Review #7 The Daylight Gate by Jeannette Winterson

This is a brief book, slender even, and much the better for it. Winterson excels in revealing tiny detail and huge panorama in similarly incisive prose and in this novel, almost a novella, she manages to delineate the horrors of a country in the grip of a despot with an obsession as clearly and sparingly as she controls tight revelations of what child abuse looked like in Shakespeare’s poverty-stricken England.

The Daylight Gate of the title could be many things: the period between dusk and night, the moment of decision between right and wrong, the glance into an ‘alchemical mirror’ (a mercury glass, the result of experimentation rather than Satanism) or even the choice of rationality over superstition. In this witch-fearing, Catholic-hating land, rich women, old crones and grouchy neighbours are all equally likely to be charged with witchery and once the net is thrown, it catches many who simply don’t look or sound like everybody else: the unfortunate, the unlikely and those too slow to save themselves.

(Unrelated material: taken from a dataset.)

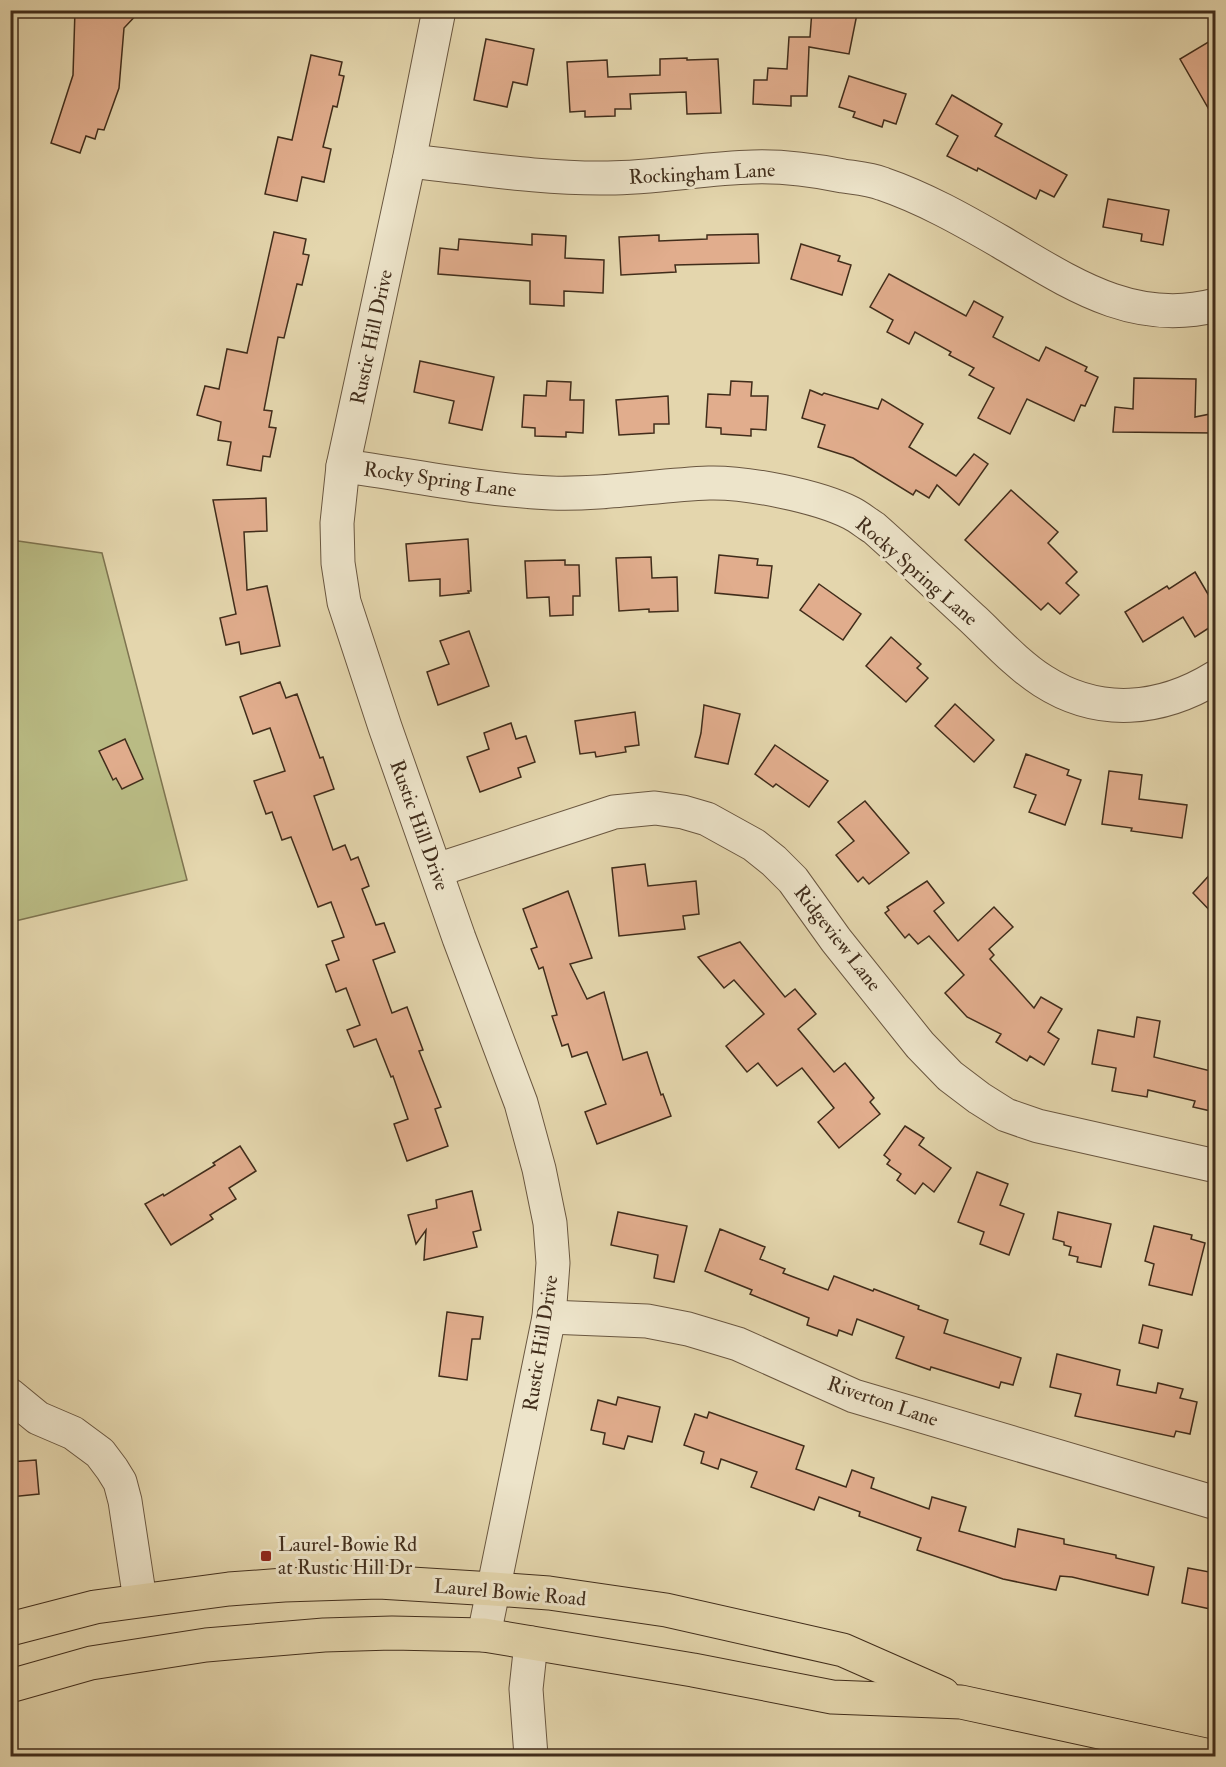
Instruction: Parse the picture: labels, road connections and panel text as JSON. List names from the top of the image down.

Alice Nutter is rich, powerful and idiosyncratic. An older woman who looks young, acts masculine and thinks for herself, the question isn’t so much why she is arrested but how she managed to escape scrutiny for so long. As a historical personage Nutter is interesting, as a character, Winterson makes her demanding on many levels. She is as mercurial as her mirror, bisexual, decidedly forthright and yet given to impulsive behaviour based on loyalty. Her love affairs are believable and unequal – there is nothing balanced about her passions, one for a woman who dominates and betrays her, the other for a man who adores her, is crippled by torture and returns to her, only to escape, and then return again when she is convicted of Devil worship. Nutter existed, and Winterson’s imaginative excursion into what might have driven such a woman, in such a period, is both convincing and compelling.

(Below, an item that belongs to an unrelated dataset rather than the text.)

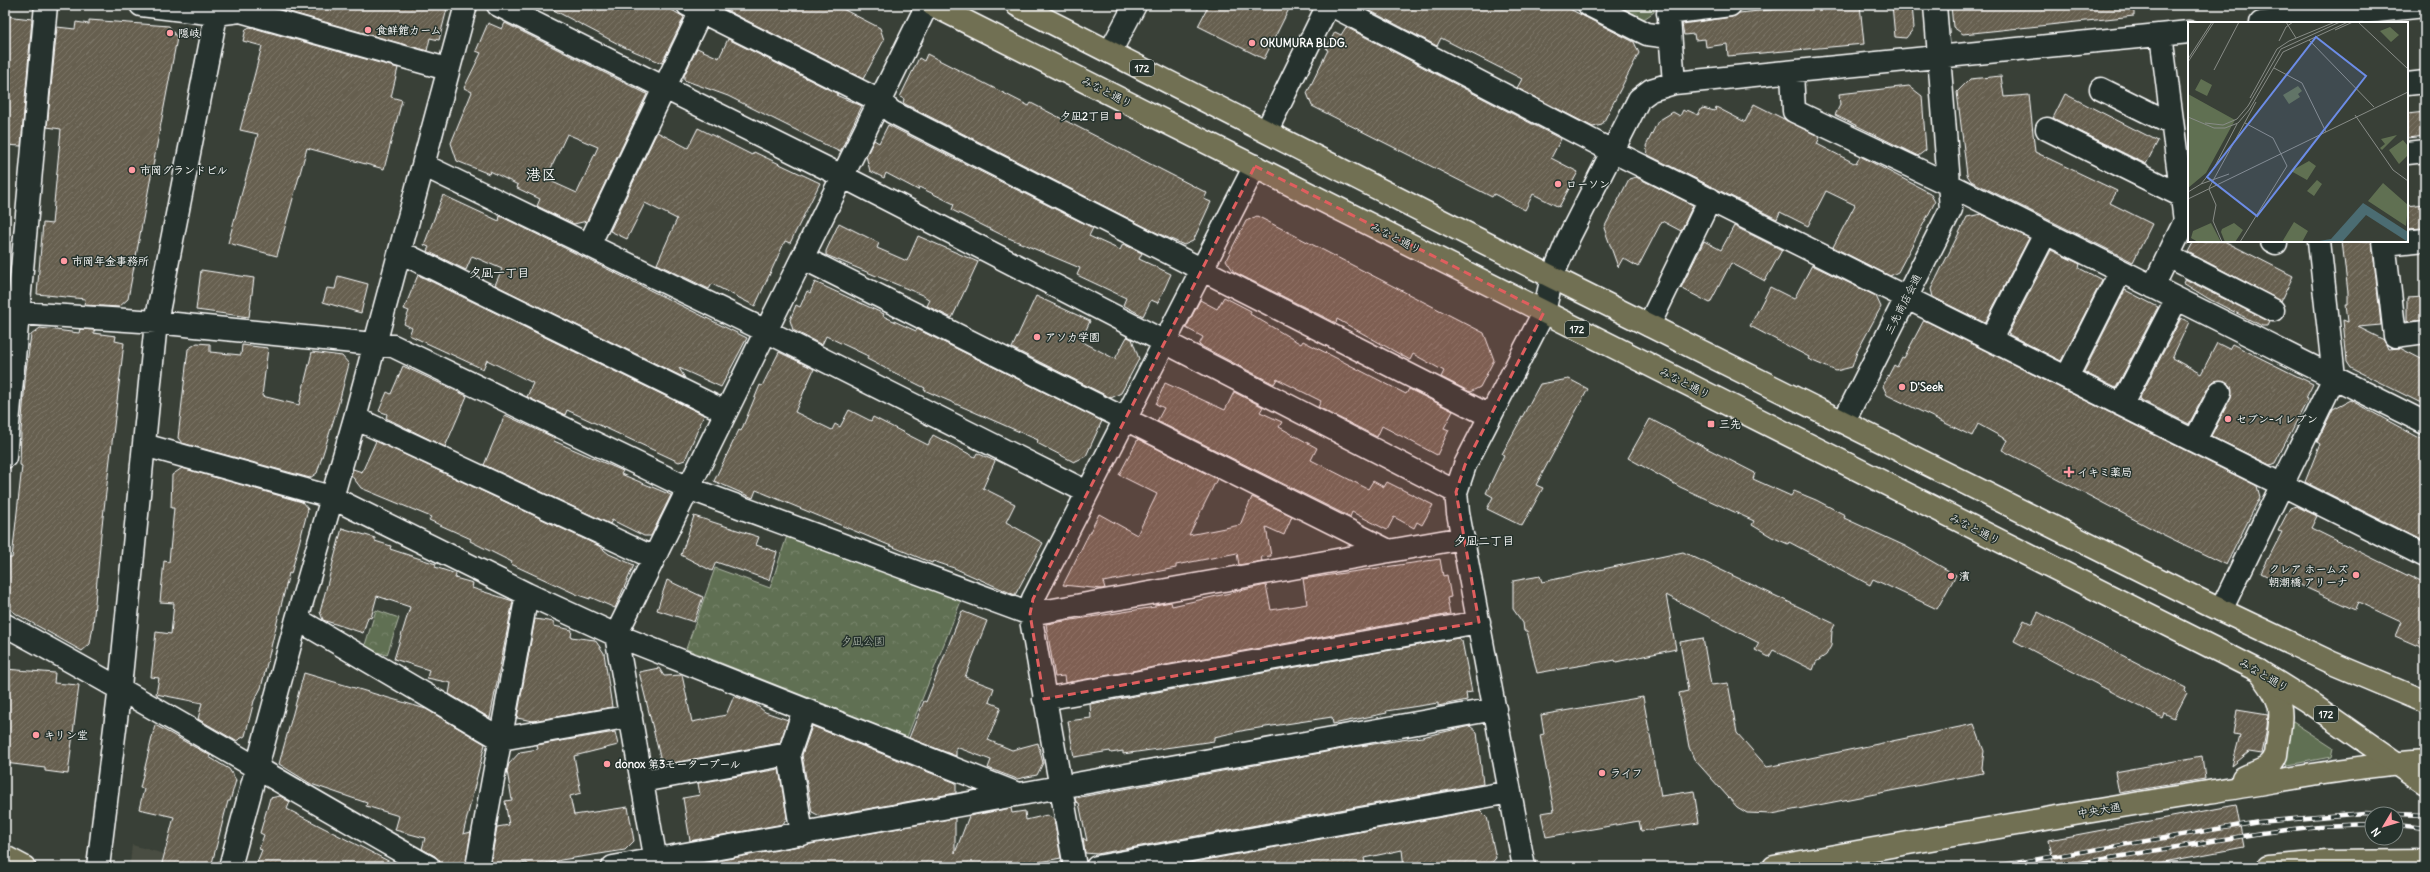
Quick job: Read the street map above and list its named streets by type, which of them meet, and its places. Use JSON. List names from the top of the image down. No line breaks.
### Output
{"streets":{"main road":["172","みなと通り","中央大通"],"street":["三先商店会通"]},"crossings":[["172","三先商店会通"],["みなと通り","中央大通"]],"districts":["港区","夕凪一丁目","夕凪二丁目"],"parks":["夕凪公園"],"places":{"other":["食鮮館カーム","隠岐","OKUMURA BLDG.","市岡グランドビル","ローソン","市岡年金事務所","アソカ学園","D'Seek","セブン-イレブン","クレア ホームズ 朝潮橋 アリーナ","濱","キリン堂","donox 第3モータープール","ライフ"],"transit":["夕凪2丁目","三先"],"health":["イキミ薬局"]},"north":"bottom left"}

The novel itself is taut with sexual tension – jealousy, rape, mutual passion, seduction and fear of sex all wind through the novel like serpents, coiling around the characters and strangling their freedom of action so they are driven by their lusts, their fears and their desire to live up to their personal ideals of love. Like the alchemy that makes Alice Nutter’s mirror and the dye that earned her a fortune, the aspects of sex can be twisted to look like what they are not. In a place and time where nobody is safe from whispers of Catholicism, which was but a single step from Satanism, any strong passion could lead to inquisition, condemnation and death.

Much of the language is emblematic rather than realistic, as is often the case with Winterson’s work, and in this tight narrative her prose works well to pinpoint and highlight the madness of the age. Like Holbein miniatures, the detail makes the whole, and the detail, whether of flying a falcon, a child’s rape, or a Black Mass is very finely drawn indeed.